→ **Task objective**
What you return must be the lines of the data that hold the word "linecap".

Data entries
- - -

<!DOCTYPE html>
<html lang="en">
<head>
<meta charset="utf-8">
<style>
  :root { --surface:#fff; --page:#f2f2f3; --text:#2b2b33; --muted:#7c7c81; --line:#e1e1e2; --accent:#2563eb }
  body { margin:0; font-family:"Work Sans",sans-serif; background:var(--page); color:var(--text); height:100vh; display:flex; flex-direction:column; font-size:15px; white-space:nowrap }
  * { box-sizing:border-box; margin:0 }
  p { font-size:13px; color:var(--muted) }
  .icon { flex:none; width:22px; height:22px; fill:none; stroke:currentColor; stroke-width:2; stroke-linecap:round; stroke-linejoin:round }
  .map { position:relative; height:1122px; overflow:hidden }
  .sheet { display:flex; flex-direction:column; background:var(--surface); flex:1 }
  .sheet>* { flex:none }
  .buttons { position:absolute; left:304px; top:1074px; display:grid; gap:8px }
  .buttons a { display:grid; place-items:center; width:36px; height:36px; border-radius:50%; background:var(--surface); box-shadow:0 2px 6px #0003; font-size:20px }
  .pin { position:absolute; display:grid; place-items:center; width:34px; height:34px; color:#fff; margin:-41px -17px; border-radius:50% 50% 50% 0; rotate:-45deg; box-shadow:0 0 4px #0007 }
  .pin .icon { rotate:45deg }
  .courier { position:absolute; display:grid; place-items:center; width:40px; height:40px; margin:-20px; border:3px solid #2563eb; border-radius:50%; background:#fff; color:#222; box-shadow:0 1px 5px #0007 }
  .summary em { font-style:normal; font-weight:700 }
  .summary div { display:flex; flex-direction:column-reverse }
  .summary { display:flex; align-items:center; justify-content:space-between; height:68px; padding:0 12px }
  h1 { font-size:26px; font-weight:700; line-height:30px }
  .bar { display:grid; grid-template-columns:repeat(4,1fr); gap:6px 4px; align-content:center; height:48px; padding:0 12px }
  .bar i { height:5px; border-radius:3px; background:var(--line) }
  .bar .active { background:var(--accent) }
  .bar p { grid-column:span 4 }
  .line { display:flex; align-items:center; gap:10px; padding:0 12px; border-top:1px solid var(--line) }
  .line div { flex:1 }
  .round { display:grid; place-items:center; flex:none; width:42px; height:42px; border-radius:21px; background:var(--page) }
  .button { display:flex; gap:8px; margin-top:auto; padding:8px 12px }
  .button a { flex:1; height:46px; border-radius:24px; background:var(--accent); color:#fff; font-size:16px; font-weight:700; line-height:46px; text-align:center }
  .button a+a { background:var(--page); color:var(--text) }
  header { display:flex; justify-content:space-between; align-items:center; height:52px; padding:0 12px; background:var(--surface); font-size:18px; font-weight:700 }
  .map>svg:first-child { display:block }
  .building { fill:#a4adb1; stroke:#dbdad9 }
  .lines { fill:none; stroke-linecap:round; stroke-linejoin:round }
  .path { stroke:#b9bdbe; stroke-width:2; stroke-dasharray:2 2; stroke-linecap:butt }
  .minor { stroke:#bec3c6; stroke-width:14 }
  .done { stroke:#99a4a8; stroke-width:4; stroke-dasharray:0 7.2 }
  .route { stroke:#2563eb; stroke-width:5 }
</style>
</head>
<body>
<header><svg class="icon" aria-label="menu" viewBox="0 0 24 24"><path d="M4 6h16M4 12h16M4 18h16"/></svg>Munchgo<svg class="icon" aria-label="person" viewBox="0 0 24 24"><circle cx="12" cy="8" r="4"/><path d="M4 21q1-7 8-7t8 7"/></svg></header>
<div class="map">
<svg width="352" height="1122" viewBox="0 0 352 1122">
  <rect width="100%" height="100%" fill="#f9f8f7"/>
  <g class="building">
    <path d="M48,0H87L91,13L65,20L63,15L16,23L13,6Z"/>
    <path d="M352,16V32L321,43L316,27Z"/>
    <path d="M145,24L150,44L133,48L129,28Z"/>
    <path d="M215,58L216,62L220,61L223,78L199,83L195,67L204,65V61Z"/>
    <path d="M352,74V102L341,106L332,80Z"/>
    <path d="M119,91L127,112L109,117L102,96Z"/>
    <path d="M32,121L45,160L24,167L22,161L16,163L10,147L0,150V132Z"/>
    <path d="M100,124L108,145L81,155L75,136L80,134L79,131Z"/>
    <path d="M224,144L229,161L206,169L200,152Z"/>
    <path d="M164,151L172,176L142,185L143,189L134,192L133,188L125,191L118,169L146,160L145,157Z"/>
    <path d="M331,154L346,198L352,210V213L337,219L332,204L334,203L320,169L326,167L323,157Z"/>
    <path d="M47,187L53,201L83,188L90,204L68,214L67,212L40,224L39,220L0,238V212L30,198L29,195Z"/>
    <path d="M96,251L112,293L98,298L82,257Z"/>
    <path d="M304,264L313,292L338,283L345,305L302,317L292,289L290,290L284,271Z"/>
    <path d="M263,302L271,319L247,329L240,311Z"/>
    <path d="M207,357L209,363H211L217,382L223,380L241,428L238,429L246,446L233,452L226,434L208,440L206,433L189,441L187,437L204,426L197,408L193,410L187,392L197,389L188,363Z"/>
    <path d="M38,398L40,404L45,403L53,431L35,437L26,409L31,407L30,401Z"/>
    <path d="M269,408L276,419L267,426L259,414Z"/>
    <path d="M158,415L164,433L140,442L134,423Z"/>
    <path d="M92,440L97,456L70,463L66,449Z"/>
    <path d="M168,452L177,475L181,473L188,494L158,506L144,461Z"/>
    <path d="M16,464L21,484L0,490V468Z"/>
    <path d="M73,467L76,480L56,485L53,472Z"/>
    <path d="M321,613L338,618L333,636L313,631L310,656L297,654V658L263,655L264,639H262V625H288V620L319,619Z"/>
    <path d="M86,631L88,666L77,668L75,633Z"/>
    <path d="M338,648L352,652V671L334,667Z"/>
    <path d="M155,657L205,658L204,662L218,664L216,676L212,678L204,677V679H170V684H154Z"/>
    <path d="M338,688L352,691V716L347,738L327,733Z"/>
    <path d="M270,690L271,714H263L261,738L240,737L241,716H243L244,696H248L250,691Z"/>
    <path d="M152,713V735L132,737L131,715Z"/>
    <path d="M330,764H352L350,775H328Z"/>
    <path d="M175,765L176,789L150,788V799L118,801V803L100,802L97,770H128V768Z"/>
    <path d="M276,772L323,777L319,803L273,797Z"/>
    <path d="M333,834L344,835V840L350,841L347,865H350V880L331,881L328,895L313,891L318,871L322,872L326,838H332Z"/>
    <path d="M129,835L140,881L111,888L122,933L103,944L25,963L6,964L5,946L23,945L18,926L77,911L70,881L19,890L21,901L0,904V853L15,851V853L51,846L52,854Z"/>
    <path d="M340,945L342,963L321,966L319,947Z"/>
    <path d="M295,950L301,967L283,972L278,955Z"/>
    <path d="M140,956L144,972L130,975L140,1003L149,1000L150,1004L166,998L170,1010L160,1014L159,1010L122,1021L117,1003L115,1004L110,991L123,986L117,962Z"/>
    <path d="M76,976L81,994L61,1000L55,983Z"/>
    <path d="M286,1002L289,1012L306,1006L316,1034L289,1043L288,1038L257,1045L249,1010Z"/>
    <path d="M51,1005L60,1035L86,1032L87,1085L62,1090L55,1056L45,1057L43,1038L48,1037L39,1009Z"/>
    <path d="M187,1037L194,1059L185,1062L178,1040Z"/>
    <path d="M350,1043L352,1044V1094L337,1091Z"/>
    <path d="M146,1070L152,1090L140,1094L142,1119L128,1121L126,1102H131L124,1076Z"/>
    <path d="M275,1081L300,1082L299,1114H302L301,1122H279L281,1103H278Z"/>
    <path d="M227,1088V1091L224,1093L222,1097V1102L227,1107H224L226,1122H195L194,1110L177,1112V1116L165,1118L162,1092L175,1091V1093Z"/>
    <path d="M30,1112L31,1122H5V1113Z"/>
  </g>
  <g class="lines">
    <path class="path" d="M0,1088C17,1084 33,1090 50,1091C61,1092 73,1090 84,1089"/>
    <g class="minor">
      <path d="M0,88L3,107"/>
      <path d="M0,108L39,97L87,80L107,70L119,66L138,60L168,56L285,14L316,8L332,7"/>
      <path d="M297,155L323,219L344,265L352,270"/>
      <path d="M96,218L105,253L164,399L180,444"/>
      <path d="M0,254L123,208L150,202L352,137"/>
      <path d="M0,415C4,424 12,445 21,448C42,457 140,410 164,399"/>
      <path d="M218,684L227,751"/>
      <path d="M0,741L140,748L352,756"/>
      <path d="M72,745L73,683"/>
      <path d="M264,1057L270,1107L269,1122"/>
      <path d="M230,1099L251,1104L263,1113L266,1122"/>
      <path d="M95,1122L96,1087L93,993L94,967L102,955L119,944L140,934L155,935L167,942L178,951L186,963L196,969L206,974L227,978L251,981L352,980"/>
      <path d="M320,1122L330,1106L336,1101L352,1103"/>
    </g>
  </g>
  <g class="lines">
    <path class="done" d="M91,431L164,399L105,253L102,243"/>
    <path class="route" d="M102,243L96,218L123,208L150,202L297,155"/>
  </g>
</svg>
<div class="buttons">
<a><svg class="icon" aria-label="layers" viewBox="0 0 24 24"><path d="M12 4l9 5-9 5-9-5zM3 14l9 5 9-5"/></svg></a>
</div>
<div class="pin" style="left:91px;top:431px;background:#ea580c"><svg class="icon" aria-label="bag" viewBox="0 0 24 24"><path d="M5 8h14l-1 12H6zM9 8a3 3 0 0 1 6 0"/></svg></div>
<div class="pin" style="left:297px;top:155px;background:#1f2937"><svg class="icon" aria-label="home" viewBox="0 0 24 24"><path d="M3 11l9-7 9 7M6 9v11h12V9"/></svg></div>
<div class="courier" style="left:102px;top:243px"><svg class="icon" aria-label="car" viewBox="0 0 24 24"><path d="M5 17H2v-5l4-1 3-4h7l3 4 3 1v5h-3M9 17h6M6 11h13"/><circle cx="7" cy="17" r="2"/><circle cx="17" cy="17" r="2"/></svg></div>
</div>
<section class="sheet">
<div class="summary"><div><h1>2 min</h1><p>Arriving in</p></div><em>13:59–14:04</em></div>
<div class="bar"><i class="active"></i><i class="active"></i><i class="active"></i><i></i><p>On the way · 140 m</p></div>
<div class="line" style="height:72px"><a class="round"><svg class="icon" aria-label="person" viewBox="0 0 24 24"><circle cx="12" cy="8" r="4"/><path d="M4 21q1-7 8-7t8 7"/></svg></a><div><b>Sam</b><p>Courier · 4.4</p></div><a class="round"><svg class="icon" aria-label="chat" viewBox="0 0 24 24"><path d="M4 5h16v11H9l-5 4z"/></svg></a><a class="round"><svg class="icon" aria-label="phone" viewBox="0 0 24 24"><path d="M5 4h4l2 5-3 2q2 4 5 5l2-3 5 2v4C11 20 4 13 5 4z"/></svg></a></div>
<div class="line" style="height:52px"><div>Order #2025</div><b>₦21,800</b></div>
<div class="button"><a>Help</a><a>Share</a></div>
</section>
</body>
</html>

- - -

→ **Response box**
  .icon { flex:none; width:22px; height:22px; fill:none; stroke:currentColor; stroke-width:2; stroke-linecap:round; stroke-linejoin:round }
  .lines { fill:none; stroke-linecap:round; stroke-linejoin:round }
  .path { stroke:#b9bdbe; stroke-width:2; stroke-dasharray:2 2; stroke-linecap:butt }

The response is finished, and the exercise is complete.